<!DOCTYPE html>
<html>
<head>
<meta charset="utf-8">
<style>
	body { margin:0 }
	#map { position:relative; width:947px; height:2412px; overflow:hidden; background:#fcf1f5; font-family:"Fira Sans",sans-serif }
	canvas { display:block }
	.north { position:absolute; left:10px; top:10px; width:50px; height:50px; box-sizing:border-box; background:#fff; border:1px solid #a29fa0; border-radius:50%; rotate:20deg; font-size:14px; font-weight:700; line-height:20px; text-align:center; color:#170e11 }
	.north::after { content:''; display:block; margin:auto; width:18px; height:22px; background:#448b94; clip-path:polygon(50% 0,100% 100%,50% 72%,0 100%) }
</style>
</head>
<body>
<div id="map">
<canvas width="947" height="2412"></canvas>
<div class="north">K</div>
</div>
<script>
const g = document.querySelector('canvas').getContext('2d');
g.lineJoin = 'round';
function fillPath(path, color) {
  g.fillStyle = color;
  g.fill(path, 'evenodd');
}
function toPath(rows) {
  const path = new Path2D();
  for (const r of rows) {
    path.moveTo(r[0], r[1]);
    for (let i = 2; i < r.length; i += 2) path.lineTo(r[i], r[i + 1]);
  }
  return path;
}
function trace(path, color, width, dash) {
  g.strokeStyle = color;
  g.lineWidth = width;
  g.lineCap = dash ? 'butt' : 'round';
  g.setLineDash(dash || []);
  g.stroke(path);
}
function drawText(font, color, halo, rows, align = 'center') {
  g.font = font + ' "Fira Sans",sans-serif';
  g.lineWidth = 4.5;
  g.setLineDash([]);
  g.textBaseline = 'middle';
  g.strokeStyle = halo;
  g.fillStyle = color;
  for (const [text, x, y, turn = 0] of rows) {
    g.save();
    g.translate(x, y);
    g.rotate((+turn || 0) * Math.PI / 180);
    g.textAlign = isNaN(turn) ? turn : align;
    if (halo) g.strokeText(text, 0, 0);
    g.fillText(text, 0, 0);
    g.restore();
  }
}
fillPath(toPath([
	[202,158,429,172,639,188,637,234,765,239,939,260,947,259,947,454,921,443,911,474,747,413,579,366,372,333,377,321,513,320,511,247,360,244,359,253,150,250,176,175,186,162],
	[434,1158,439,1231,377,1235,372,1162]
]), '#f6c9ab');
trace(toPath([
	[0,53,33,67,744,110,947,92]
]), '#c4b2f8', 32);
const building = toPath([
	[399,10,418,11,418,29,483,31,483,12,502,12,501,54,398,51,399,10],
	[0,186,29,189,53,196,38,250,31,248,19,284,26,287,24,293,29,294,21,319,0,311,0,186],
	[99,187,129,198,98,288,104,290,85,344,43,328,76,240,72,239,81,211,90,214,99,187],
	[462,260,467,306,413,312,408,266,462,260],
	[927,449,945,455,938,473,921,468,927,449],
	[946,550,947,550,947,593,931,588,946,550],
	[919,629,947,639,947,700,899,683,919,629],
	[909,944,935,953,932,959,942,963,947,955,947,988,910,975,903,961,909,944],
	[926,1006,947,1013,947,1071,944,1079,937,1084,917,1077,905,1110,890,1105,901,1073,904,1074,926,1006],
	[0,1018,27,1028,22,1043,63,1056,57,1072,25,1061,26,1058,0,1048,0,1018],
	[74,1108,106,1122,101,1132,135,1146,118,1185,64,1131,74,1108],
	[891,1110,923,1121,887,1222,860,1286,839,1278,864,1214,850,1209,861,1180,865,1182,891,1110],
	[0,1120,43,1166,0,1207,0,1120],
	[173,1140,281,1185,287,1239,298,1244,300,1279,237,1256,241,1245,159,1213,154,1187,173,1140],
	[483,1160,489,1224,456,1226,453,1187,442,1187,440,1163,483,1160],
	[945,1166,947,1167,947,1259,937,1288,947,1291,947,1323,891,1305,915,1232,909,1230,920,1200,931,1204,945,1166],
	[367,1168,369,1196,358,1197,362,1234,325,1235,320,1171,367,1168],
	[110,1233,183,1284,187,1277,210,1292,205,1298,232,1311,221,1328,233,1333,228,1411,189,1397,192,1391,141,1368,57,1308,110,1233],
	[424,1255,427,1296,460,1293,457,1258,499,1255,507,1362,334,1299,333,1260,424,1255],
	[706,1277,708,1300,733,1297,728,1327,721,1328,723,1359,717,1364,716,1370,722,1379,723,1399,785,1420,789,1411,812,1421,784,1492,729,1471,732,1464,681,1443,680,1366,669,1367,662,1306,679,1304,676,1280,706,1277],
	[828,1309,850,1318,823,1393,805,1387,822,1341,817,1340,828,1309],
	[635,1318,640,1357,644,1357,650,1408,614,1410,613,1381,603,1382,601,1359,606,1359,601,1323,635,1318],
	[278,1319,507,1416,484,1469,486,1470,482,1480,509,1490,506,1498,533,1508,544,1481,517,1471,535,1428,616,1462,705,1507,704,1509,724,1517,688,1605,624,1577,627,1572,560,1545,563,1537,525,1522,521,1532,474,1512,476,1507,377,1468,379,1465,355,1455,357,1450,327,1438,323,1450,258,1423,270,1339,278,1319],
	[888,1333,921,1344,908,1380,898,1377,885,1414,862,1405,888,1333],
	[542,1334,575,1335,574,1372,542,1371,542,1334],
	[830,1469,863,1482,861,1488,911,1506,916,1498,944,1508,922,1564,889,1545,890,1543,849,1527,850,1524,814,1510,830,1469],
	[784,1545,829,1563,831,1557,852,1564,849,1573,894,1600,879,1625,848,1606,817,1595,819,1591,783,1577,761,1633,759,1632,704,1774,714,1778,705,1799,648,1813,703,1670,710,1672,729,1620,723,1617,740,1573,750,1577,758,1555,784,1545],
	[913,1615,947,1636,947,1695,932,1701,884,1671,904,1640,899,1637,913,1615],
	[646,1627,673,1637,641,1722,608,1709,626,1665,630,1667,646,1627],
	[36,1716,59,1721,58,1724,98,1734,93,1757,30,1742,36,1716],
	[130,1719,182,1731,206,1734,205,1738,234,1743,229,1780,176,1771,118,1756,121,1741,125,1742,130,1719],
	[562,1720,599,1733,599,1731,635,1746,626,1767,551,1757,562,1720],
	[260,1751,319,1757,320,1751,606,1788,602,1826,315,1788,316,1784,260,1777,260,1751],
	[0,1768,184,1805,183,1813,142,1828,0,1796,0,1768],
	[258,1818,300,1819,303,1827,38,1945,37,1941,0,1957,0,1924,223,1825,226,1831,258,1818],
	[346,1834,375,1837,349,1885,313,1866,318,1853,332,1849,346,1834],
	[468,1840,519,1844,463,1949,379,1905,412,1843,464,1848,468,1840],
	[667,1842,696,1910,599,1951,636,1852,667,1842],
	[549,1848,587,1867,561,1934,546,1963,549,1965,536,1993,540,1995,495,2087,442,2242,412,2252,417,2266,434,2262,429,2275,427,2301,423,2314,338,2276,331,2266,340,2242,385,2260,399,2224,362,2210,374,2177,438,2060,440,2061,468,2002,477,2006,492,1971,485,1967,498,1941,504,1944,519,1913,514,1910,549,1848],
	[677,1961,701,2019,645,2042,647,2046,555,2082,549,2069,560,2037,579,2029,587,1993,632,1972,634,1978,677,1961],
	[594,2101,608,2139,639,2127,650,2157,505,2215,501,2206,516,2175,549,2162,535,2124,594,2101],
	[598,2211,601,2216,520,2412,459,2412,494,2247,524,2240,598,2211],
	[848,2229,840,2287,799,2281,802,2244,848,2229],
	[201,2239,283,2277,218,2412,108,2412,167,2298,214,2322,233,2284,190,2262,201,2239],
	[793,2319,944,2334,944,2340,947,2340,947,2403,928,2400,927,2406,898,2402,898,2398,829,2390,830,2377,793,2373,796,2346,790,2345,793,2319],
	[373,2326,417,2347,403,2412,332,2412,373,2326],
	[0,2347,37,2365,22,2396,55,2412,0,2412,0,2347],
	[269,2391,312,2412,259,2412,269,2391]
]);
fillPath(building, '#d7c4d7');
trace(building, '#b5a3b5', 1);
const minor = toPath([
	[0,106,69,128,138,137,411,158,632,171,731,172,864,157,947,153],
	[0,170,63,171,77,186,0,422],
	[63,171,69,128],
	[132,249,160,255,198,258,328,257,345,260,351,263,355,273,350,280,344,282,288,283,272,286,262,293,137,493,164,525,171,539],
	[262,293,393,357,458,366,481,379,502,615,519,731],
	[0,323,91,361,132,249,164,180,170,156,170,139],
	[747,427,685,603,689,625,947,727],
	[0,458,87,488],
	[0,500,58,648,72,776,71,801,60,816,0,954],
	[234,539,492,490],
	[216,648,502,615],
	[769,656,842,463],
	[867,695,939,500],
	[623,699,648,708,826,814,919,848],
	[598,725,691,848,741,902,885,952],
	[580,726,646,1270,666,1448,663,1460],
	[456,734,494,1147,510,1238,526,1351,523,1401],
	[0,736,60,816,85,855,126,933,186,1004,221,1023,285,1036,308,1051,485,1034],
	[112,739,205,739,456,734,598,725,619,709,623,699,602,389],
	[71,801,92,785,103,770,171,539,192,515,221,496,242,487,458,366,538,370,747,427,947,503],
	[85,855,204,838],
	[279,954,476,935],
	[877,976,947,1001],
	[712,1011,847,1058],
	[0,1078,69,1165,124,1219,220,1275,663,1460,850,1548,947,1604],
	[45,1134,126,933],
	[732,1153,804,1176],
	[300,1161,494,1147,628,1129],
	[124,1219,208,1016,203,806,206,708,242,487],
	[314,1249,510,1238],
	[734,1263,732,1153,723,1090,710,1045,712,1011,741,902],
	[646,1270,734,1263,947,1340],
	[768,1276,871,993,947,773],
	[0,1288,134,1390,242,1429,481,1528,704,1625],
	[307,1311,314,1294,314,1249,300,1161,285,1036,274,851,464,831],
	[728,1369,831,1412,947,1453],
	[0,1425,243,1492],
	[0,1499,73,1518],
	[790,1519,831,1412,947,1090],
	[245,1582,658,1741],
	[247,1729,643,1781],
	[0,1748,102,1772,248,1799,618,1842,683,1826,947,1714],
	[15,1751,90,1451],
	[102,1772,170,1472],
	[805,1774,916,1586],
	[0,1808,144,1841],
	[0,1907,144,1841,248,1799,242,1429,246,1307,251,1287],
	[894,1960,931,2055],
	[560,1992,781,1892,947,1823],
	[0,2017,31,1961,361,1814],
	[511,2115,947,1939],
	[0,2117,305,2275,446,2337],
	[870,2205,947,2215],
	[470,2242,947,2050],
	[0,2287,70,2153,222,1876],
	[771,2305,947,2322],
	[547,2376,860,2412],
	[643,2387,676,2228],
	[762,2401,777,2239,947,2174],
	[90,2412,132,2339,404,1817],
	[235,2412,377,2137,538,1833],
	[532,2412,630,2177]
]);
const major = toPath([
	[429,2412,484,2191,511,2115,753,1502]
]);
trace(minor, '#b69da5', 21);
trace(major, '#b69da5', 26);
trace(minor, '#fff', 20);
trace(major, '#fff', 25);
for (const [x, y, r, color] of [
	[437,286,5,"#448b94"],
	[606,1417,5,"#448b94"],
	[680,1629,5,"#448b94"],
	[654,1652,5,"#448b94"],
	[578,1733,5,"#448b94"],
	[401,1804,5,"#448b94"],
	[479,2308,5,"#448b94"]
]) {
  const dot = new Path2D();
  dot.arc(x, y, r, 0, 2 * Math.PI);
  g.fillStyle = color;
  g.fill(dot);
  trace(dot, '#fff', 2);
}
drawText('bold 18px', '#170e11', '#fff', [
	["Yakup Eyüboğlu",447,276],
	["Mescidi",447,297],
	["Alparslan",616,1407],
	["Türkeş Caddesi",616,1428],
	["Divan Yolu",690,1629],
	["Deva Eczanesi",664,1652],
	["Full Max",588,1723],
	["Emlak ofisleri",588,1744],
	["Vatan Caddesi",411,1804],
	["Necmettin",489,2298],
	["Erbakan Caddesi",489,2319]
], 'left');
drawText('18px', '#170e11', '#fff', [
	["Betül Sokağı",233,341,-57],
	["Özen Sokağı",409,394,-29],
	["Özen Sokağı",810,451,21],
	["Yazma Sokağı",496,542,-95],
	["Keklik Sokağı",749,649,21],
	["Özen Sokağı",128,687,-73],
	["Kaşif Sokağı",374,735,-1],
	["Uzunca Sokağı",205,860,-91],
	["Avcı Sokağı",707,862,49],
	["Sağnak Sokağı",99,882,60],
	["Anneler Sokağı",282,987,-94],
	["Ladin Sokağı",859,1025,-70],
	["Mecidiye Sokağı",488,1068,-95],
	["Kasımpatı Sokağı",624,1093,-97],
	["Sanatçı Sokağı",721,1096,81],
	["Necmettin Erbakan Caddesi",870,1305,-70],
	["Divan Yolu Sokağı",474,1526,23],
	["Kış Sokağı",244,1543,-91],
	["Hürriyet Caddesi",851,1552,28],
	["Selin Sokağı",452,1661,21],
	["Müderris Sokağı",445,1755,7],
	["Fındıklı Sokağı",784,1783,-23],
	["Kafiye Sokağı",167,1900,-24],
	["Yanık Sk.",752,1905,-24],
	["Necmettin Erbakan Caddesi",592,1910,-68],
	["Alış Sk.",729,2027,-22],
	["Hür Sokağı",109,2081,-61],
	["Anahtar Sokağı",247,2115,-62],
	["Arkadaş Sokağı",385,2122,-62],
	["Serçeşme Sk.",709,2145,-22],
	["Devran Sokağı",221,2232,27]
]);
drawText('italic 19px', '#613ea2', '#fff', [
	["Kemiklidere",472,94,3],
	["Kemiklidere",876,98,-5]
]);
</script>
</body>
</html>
========================================
Task statement — Your reply should be a single number: how many lines in the entries above hold the string "Math".

Task solution — 2